Nel 1569 il re birmano Bayinnaung espugnò la città, dando inizio a un decennio di dominazione birmana. Ayutthaya riconquistò l’indipendenza dopo la battaglia di Nong Sarai (1592) ma, dopo circa un secolo di relativa tranquillità, i Birmani ripresero le ostilità. Nell’aprile del 1767, dopo un lungo assedio, le truppe birmane saccheggiarono e incendiarono la capitale, mettendo così fine a uno dei periodi culturalmente e artisticamente più ricchi di tutta la storia thai.
Attualmente poco rimane della magnificenza della città descritta dai visitatori stranieri nel XVII secolo. Il vecchio palazzo reale fu distrutto quasi completamente dall’incendio appiccato dai Birmani e del complesso sopravvive solo il Wat Phra Si Sanphet, con tre grandi “chedi” (stupa) eretti nel XV secolo per accogliere le ceneri reali.

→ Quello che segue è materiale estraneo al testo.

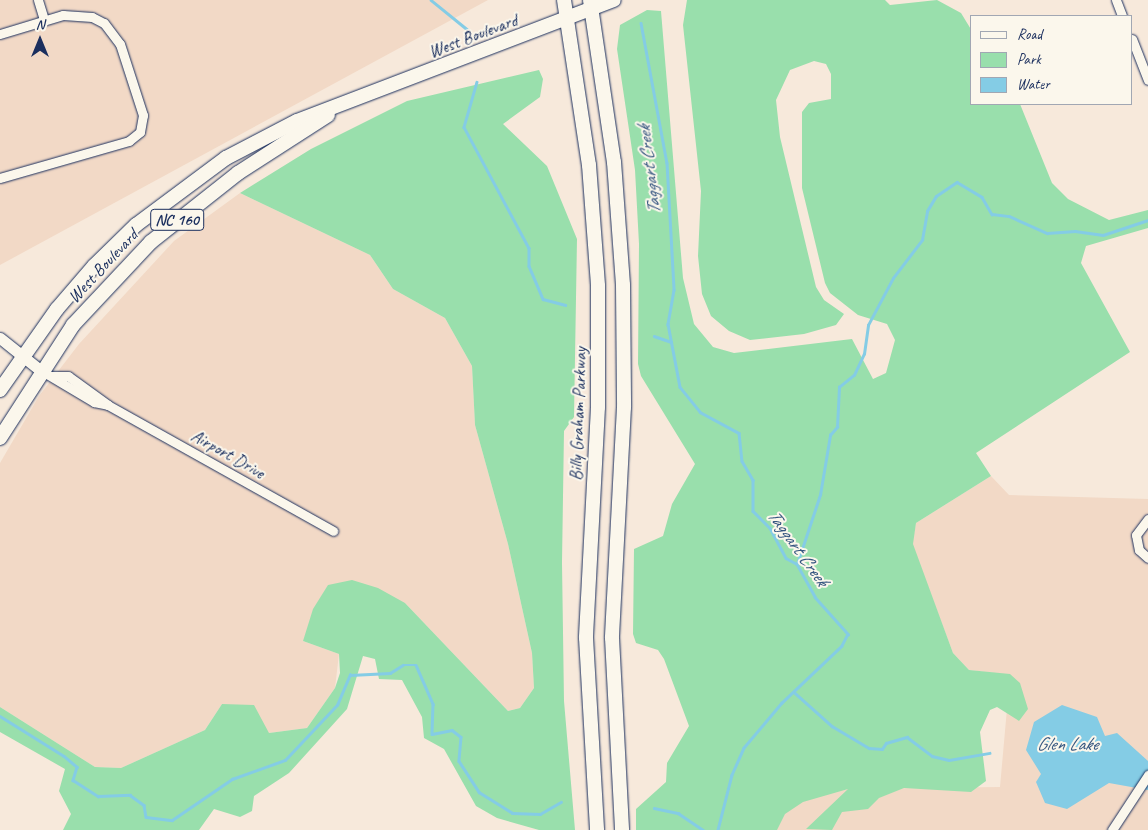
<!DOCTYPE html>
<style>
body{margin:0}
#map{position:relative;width:1148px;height:830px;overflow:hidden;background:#f7e9db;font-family:Caveat,sans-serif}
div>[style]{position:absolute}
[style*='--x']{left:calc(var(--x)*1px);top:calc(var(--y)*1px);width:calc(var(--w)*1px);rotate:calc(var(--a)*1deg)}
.built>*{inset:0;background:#f2d9c6}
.green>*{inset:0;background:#99dfac}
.water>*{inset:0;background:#84cce5}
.stream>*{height:2.5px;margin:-1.25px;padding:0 1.25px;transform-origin:1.25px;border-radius:1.25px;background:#84cce5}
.roads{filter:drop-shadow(0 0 1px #1b2f5e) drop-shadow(0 0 1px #1b2f5e)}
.minor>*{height:9px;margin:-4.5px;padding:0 4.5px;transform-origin:4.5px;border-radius:4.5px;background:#fbf7ec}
.tertiary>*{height:11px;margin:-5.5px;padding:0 5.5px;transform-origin:5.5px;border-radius:5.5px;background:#fbf7ec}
.primary>*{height:14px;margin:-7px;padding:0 7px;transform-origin:7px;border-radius:7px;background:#fbf7ec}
.trunk>*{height:14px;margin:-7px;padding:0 7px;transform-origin:7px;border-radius:7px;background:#fbf7ec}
span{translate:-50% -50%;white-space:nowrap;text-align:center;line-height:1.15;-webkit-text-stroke:4px #fbf7ec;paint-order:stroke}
.shield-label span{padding:1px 4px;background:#fbf7ec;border:1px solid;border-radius:4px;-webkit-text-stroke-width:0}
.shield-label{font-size:16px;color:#1b2f5e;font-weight:700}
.street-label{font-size:18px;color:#1b2f5e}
.water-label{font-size:19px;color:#355680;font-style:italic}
.legend{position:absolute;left:970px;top:15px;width:162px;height:90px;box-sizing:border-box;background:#fbf7ec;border:1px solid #a1a7b3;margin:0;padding:6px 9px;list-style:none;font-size:15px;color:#1b2f5e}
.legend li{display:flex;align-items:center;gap:10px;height:25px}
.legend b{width:25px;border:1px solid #a1a7b3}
.north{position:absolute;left:15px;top:15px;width:50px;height:50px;-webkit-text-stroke:4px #fbf7ec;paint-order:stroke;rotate:0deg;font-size:14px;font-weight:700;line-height:20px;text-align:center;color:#1b2f5e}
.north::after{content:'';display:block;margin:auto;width:18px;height:22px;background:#1b2f5e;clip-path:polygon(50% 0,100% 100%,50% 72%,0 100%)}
</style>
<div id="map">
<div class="built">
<i style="clip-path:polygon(0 0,488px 0,0 265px)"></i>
<i style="clip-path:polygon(240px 193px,370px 255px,393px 289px,445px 318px,472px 366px,475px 425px,508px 544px,532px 653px,534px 688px,520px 708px,508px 711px,405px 603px,303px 641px,339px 654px,335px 688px,307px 728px,269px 733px,222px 704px,205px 730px,121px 768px,95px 767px,0 707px,0 463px,39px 396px,79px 344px,174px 241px)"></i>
<i style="clip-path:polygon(991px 476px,1009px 495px,1148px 499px,1148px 830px,718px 830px,728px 790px,1000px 787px,1010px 675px,969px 670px,953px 653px,912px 544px,916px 523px)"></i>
</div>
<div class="green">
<i style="clip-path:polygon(687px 0,885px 0,890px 5px,937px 0,961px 13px,972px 31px,972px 104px,1020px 104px,1052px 183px,1068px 199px,1109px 220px,1148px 210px,1148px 228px,1086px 246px,1081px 263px,1130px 352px,976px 453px,991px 476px,916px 523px,913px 544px,953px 653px,969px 670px,1010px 674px,1020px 683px,1028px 709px,1019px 721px,997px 707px,990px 710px,980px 732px,986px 781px,971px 792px,904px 788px,879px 798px,868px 809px,842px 812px,832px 830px,806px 829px,848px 789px,803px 802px,785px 814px,777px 830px,636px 830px,636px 809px,666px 782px,667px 763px,689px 726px,664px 659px,658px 650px,636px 643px,633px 634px,634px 549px,663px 536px,672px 504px,695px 464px,641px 376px,638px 364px,639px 244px,635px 170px,617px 49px,620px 25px,647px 10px,661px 11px,683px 278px,694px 324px,713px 347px,734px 353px,852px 339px,873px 379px,886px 373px,895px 340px,887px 324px,858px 315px,830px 293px,825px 283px,802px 188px,802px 112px,809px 103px,831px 99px,831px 74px,826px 64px,814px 61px,790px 70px,776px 100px,780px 137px,816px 287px,824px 300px,844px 314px,836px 325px,804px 334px,750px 340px,729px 331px,711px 316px,702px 294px,698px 256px,701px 191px,683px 25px)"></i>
<i style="clip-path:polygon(539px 70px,543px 79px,540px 97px,503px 124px,547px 166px,577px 239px,574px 417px,564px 431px,562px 563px,564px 701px,575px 830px,539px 830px,497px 818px,476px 806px,444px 749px,424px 738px,422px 717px,402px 680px,379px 679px,375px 659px,363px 656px,347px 709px,289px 773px,254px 796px,252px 811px,240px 817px,214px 809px,199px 830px,63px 830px,71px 814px,59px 791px,65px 769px,0 732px,0 707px,95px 767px,121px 768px,205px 730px,222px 704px,254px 705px,269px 733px,307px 728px,335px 688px,340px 673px,339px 654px,303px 641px,313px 609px,328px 585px,352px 580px,378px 588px,405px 603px,508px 711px,520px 708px,534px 688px,532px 653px,508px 544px,475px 425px,472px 366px,445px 318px,393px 289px,370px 255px,240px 193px,311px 149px,407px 101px)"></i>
</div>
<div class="water">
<i style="clip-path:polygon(1062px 705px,1097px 717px,1105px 736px,1117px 733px,1148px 761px,1148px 790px,1109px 783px,1067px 809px,1045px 803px,1036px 782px,1041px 774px,1026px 750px,1034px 722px)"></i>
</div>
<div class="stream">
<i style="--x:431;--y:0;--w:48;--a:39"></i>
<i style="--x:641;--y:23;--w:142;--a:79.5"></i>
<i style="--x:667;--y:163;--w:127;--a:86.8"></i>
<i style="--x:674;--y:290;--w:35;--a:100"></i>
<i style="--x:668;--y:324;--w:64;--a:79.2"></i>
<i style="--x:680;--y:387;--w:32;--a:51"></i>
<i style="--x:700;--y:412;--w:44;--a:28.3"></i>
<i style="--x:739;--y:433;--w:28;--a:84"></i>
<i style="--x:742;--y:461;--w:22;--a:60"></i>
<i style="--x:753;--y:480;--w:31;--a:90"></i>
<i style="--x:753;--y:511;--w:24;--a:45"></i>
<i style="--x:770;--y:528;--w:34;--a:62"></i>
<i style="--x:786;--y:558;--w:13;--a:29"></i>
<i style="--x:797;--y:564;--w:38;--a:61"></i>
<i style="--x:815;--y:597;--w:50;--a:48.3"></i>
<i style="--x:848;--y:634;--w:13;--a:117"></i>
<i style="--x:842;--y:646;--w:83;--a:136.5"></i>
<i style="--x:782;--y:703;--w:59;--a:130.2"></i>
<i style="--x:744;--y:748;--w:30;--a:114"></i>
<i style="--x:732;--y:775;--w:57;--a:104.3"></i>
<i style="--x:477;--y:82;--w:47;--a:106.1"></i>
<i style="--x:464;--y:127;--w:137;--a:61.8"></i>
<i style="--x:529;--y:248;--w:18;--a:90"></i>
<i style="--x:529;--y:266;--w:36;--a:67"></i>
<i style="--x:543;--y:299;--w:23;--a:15"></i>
<i style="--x:654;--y:336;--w:18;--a:19"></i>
<i style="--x:797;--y:564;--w:73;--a:-71.6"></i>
<i style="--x:820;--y:495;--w:61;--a:-80.5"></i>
<i style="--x:830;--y:435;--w:11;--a:-49"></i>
<i style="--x:837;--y:427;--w:40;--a:-87.1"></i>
<i style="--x:839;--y:387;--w:19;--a:-39"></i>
<i style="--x:854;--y:375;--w:23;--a:-65"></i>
<i style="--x:864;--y:354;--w:29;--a:-82"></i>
<i style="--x:868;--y:325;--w:53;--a:-62"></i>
<i style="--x:893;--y:278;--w:48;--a:-52.7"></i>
<i style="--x:922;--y:240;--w:29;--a:-80"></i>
<i style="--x:927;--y:211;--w:17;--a:-59"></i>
<i style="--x:936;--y:196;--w:25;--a:-34"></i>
<i style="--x:957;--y:182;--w:29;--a:31"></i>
<i style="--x:982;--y:197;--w:20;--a:60"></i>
<i style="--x:992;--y:214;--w:17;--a:7"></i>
<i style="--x:1009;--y:216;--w:42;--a:24.1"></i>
<i style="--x:1047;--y:233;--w:28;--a:-4"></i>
<i style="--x:1075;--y:231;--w:28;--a:8"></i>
<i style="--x:1103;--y:235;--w:47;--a:-18.4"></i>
<i style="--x:795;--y:693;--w:50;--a:41.7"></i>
<i style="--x:832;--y:726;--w:43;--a:30.7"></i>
<i style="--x:869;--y:748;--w:13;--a:4"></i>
<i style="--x:882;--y:749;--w:7;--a:-56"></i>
<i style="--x:886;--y:743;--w:22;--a:-16"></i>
<i style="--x:907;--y:737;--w:31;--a:37"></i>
<i style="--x:932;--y:756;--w:17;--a:13"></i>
<i style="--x:949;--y:760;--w:41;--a:-9.9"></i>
<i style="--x:0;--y:716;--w:75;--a:32"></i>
<i style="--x:64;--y:756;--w:17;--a:40"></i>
<i style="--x:77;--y:767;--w:14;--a:107"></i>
<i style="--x:73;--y:780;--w:30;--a:33"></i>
<i style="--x:98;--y:796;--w:32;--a:-2"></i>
<i style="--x:130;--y:795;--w:17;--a:36"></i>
<i style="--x:144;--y:805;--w:12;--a:81"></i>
<i style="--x:146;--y:817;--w:26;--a:7"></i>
<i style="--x:172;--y:820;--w:73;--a:-34.3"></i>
<i style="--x:232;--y:779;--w:56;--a:-19.7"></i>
<i style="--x:285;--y:760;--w:76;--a:-46.6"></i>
<i style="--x:337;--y:705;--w:33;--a:-67"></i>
<i style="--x:350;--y:675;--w:40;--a:-2.9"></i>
<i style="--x:390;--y:673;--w:15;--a:-32"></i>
<i style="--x:403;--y:665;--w:13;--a:0"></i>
<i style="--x:416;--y:665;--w:43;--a:66.4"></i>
<i style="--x:433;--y:704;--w:30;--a:92"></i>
<i style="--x:432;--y:734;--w:20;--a:-11"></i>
<i style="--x:452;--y:730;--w:11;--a:38"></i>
<i style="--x:461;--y:737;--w:24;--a:95"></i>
<i style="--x:459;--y:761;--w:37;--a:57"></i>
<i style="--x:479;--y:792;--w:39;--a:32"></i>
<i style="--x:512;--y:813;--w:28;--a:2"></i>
<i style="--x:540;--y:814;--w:24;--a:-30"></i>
<i style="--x:654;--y:808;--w:25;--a:12"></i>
<i style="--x:678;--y:813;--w:30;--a:34"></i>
</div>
<div class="roads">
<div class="minor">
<i style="--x:38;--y:0;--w:21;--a:73"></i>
<i style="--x:1116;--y:0;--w:17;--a:69"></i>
<i style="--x:0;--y:34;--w:66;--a:-16.8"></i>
<i style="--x:63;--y:15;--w:29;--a:4"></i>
<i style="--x:92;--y:17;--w:13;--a:27"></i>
<i style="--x:104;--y:23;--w:26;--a:53"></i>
<i style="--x:120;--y:44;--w:75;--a:72.1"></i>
<i style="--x:143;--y:115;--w:17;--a:100"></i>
<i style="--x:140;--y:132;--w:14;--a:141"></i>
<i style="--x:129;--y:141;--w:134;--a:164"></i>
<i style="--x:1132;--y:39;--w:44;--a:68.7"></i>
<i style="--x:40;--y:370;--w:63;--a:30.7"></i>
<i style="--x:94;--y:402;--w:14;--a:12"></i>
<i style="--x:108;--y:405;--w:49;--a:-144.1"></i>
<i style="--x:68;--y:376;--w:16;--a:180"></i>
<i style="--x:108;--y:405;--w:258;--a:29.2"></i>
<i style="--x:1148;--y:519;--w:20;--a:127"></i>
<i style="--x:1136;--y:535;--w:15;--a:79"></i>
<i style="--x:1139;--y:550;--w:12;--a:42"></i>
<i style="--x:1112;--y:830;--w:66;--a:-56.8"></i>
</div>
<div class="tertiary">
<i style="--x:0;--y:338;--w:51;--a:38.7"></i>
</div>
<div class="primary">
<i style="--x:0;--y:390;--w:99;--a:-54.9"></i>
<i style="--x:57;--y:309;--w:57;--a:-49.3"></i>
<i style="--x:94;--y:266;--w:59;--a:-44.3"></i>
<i style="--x:136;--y:225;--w:112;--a:-36.7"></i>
<i style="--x:226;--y:158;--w:80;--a:-27.5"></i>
<i style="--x:297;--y:121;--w:339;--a:-20.9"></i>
<i style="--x:0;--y:438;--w:135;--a:-57.1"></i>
<i style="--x:73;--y:325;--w:114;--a:-46.8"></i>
<i style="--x:151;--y:242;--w:111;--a:-38.4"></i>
<i style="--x:238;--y:173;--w:107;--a:-32.8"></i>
</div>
<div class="trunk">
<i style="--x:564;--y:0;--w:167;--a:81.4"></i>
<i style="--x:589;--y:165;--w:121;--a:85.7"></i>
<i style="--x:598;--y:286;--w:121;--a:90"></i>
<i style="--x:598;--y:407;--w:231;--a:93"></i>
<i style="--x:586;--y:638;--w:192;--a:86.7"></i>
<i style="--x:590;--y:0;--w:164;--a:81.6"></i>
<i style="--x:614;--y:162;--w:123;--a:85.8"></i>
<i style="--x:623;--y:285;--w:122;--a:89.5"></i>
<i style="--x:624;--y:407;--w:231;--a:93"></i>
<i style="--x:612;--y:638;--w:192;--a:87"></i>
</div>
</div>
<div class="shield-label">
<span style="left:177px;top:220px">NC 160</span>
</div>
<div class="street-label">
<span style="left:473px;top:36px;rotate:-21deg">West Boulevard</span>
<span style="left:103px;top:266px;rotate:-47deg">West Boulevard</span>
<span style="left:578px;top:414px;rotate:-88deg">Billy Graham Parkway</span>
<span style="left:228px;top:454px;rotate:30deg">Airport Drive</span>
</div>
<div class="water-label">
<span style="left:650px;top:170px;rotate:-97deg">Taggart Creek</span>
<span style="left:797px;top:548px;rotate:54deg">Taggart Creek</span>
<span style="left:1067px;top:745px">Glen Lake</span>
</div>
<ul class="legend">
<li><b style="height:6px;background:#fbf7ec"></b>Road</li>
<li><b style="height:14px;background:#99dfac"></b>Park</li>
<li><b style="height:14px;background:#84cce5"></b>Water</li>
</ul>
<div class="north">N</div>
</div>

La devastazione birmana ha interessato anche il Wat Phra Mahathat, uno dei pempli più antichi e celebri della città costruito durante il regno di Ramesuan nel 1384, di cui rimane solo una torre “prang” di impressionanti proporzioni. Di fronte a questo edificio si trovano i due “chedi” del Wat Ratchabrana, voluto dal re Borom Rachathirat II (1424 – 1448) per commemorare la morte dei suoi due fratelli, periti in un combattimento a dorso d’elefante svoltosi nel luogo stesso in cui sorge la struttura.
L’unico dei templi più importanti a essersi salvato dalla furia dei Birmani è il Wat Na Phra Men (o Wat Phra Meru), la cui datazione rimane incerta. Esso si preservò dalla distruzione grazie alla posizione privilegiata di cui godeva, proprio di fronte al vecchio palazzo reale, da cui lo separava solo un canale. Per questa ragione fu scelto dal re birmano Chao Along Phaya per piazzare l’artiglieria e di qui far fuoco sul palazzo. Un cannone, però, esplose inaspettatamente, ferendo a morte il sovrano e ponendo così fine alla distruzione della città.